Comparaison des répondants immigrants et canadiens de naissance au World Values Survey (Canada)

6. Associations bénévoles

Les niveaux de confiance généralement élevés et plutôt similaires des trois groupes correspondent-ils, comme le prédit la théorie du capital social, à des taux de participation à des associations bénévoles élevés? Le WVS de 2006 comprend diverses questions qui permettent d'étudier cette hypothèse directement.

Le WVS demande aux répondants : « Pourriez-vous me dire si vous en êtes un membre actif, un membre inactif ou que vous n'êtes pas membre de ce type d'organisation? ». Les répondants doivent alors indiquer leur niveau d'engagement auprès d'associations de types variés, dont les associations religieuses ou paroissiales, les organisations sportives ou de loisirs, les organisations vouées aux arts, à la musique ou à l'éducation, les syndicats, les partis politiques, les organisations environnementales, les associations professionnelles, les organisations humanitaires ou caritatives, les organisations de consommateurs et les associations ethniques.
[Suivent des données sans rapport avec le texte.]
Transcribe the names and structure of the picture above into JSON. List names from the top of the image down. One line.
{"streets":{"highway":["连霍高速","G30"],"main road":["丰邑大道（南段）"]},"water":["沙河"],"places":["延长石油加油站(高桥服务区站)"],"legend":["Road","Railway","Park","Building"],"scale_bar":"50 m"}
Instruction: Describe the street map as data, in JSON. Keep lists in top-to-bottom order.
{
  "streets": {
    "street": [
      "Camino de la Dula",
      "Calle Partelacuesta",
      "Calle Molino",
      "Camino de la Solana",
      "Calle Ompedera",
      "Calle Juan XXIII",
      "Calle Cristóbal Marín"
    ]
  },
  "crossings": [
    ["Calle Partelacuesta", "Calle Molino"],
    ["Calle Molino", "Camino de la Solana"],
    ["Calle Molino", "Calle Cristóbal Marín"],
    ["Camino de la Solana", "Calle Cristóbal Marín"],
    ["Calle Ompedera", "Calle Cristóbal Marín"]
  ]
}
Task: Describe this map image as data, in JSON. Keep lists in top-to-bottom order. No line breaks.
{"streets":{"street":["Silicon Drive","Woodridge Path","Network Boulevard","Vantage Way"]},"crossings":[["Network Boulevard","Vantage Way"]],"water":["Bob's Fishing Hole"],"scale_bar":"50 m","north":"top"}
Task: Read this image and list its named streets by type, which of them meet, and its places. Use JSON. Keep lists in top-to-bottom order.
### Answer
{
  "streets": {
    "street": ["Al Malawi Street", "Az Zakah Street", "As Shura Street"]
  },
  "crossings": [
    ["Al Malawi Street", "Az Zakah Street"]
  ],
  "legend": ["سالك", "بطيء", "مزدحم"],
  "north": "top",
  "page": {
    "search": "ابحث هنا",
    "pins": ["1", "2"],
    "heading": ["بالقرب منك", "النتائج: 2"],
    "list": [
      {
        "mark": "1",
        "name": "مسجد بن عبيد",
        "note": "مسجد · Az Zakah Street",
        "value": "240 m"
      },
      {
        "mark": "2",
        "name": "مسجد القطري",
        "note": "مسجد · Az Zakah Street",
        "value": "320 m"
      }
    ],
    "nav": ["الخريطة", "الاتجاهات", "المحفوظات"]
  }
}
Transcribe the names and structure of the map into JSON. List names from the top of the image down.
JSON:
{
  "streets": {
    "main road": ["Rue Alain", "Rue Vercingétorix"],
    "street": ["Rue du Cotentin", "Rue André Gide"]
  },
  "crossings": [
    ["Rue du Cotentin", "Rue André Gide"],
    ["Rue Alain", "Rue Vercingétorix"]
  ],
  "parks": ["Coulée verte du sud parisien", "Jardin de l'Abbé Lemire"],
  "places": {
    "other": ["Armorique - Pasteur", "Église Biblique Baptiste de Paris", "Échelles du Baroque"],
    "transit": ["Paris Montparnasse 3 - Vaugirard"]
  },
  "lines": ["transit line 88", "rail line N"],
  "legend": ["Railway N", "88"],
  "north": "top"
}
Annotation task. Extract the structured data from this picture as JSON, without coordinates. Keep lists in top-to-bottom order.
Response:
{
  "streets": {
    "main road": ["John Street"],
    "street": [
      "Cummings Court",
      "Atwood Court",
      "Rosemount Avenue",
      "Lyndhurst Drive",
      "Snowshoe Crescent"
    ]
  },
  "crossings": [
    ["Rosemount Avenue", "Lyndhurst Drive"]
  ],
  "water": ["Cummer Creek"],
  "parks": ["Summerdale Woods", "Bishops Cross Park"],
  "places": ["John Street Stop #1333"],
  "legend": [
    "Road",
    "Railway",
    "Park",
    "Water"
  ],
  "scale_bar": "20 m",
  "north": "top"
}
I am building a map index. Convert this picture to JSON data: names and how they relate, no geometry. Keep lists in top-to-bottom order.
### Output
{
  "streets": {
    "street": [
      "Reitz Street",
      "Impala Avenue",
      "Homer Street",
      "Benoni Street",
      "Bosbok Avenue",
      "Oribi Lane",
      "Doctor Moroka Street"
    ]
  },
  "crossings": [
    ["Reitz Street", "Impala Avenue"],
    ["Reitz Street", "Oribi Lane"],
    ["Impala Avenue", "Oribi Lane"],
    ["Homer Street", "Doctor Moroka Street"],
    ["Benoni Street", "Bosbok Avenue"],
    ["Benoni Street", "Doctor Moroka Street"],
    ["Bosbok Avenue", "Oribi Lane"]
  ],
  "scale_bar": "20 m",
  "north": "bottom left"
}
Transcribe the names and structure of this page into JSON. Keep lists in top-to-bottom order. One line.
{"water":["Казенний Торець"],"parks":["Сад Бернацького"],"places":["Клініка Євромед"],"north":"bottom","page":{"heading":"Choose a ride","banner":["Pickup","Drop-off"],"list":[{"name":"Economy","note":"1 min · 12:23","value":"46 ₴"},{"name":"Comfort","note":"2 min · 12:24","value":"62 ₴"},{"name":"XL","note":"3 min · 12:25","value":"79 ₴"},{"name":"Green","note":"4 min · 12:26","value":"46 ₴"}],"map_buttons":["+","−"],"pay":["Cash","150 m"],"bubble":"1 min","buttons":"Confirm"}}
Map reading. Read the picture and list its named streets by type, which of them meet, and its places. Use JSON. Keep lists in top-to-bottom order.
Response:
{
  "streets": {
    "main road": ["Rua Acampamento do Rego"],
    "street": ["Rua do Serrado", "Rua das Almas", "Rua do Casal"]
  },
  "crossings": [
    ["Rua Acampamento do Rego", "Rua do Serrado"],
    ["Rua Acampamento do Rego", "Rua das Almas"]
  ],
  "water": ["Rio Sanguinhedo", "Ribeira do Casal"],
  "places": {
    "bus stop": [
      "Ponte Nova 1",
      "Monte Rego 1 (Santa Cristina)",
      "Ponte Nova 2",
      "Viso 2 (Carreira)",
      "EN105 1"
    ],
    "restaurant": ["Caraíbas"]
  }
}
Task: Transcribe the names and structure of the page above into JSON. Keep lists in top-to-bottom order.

Les résultats à cette question sont présentés au tableau 6-1.

Question : Pourriez-vous me dire si vous en êtes un membre actif, un membre inactif ou que vous n'êtes pas membre de ce type d'organisation? Le tableau présente les pourcentages de membres actifs.

Tableau 6-1 : Participation active à des organisations et à des associations
  Canadiens de naissance Immigrants de longue date Immigrants récents
Organisation religieuse ou paroissiale 27,3 % 37,6 % 23,7 %
Organisation sportive ou de loisirs 25,6 % 24,6 % 18,2 %
Organisation artistique, musicale ou éducative 19,9 % 21,8 % 20,5 %
Syndicat 13,7 % 8,8 % 5,7 %
Parti politique 4,9 % 5,4 % 2,1 %
Organisation environnementale 5,5 % 7,4 % 6,2 %
Association professionnelle 16,7 % 19,3 % 17,0 %
Organisation humanitaire ou caritative 20,6 % 26,2 % 13,7 %
Association de consommateurs 3,8 % 4,8 % 3,9 %
Association ethnique 2,7 % 10,8 % 13,5 %

N = 2 638
Source : World Values Survey de 2006.

Le degré de participation à des associations bénévoles est simplement mesuré par le nombre d'associations bénévoles dont une personne est membre. En général, on présume qu'une personne membre de nombreuses associations est moins isolée qu'une personne ne participant à aucune association ou participant à quelques associations seulement.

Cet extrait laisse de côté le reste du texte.